# Problem description
Omit the images and return the remaining entries unchanged.

# Data for processing
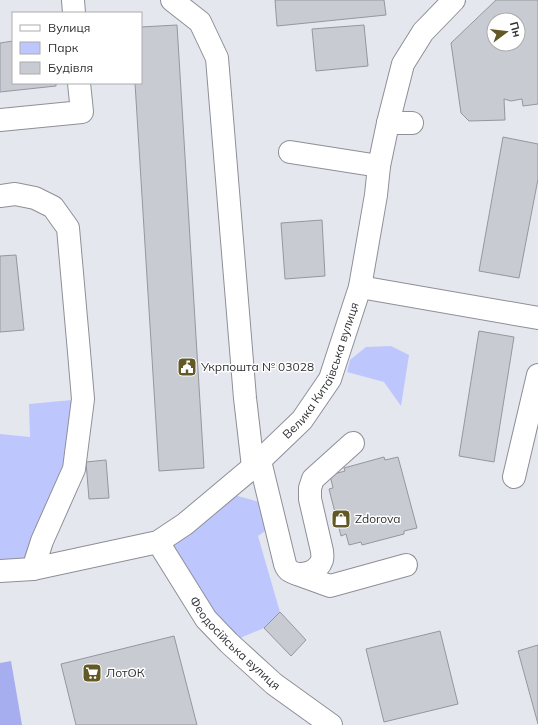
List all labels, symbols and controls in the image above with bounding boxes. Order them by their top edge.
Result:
legend [12,12,142,84]
north arrow [486,12,526,52]
text: Вулиця [48,20,90,35]
text: Пн [507,20,524,39]
text: Парк [48,40,79,55]
text: Будівля [48,60,93,75]
street label: Велика Китаївська вулиця [279,300,362,442]
public building icon: Укрпошта № 03028 [176,356,198,378]
place label: Укрпошта № 03028 [200,359,314,374]
shop icon: Zdorova [330,508,352,530]
place label: Zdorova [355,511,401,526]
street label: Феодосійська вулиця [187,593,283,693]
supermarket icon: ЛотОК [81,662,103,684]
place label: ЛотОК [106,665,145,680]

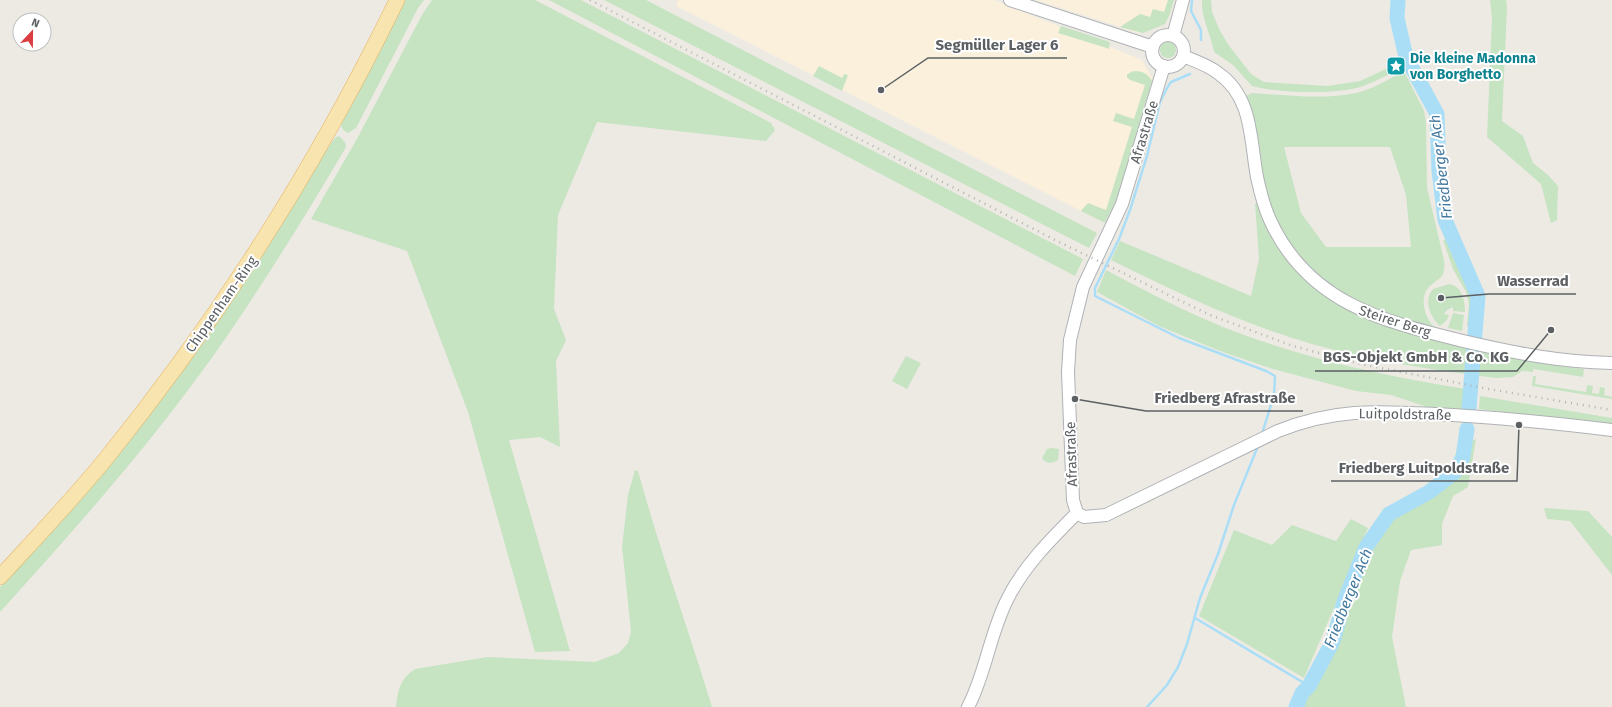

# Expected answer
List all labels, symbols and controls in the image above with bounding boxes. Order them by their top edge.
Result:
legend [12,12,142,84]
north arrow [486,12,526,52]
text: Вулиця [48,20,90,35]
text: Пн [507,20,524,39]
text: Парк [48,40,79,55]
text: Будівля [48,60,93,75]
street label: Велика Китаївська вулиця [279,300,362,442]
public building icon: Укрпошта № 03028 [176,356,198,378]
place label: Укрпошта № 03028 [200,359,314,374]
shop icon: Zdorova [330,508,352,530]
place label: Zdorova [355,511,401,526]
street label: Феодосійська вулиця [187,593,283,693]
supermarket icon: ЛотОК [81,662,103,684]
place label: ЛотОК [106,665,145,680]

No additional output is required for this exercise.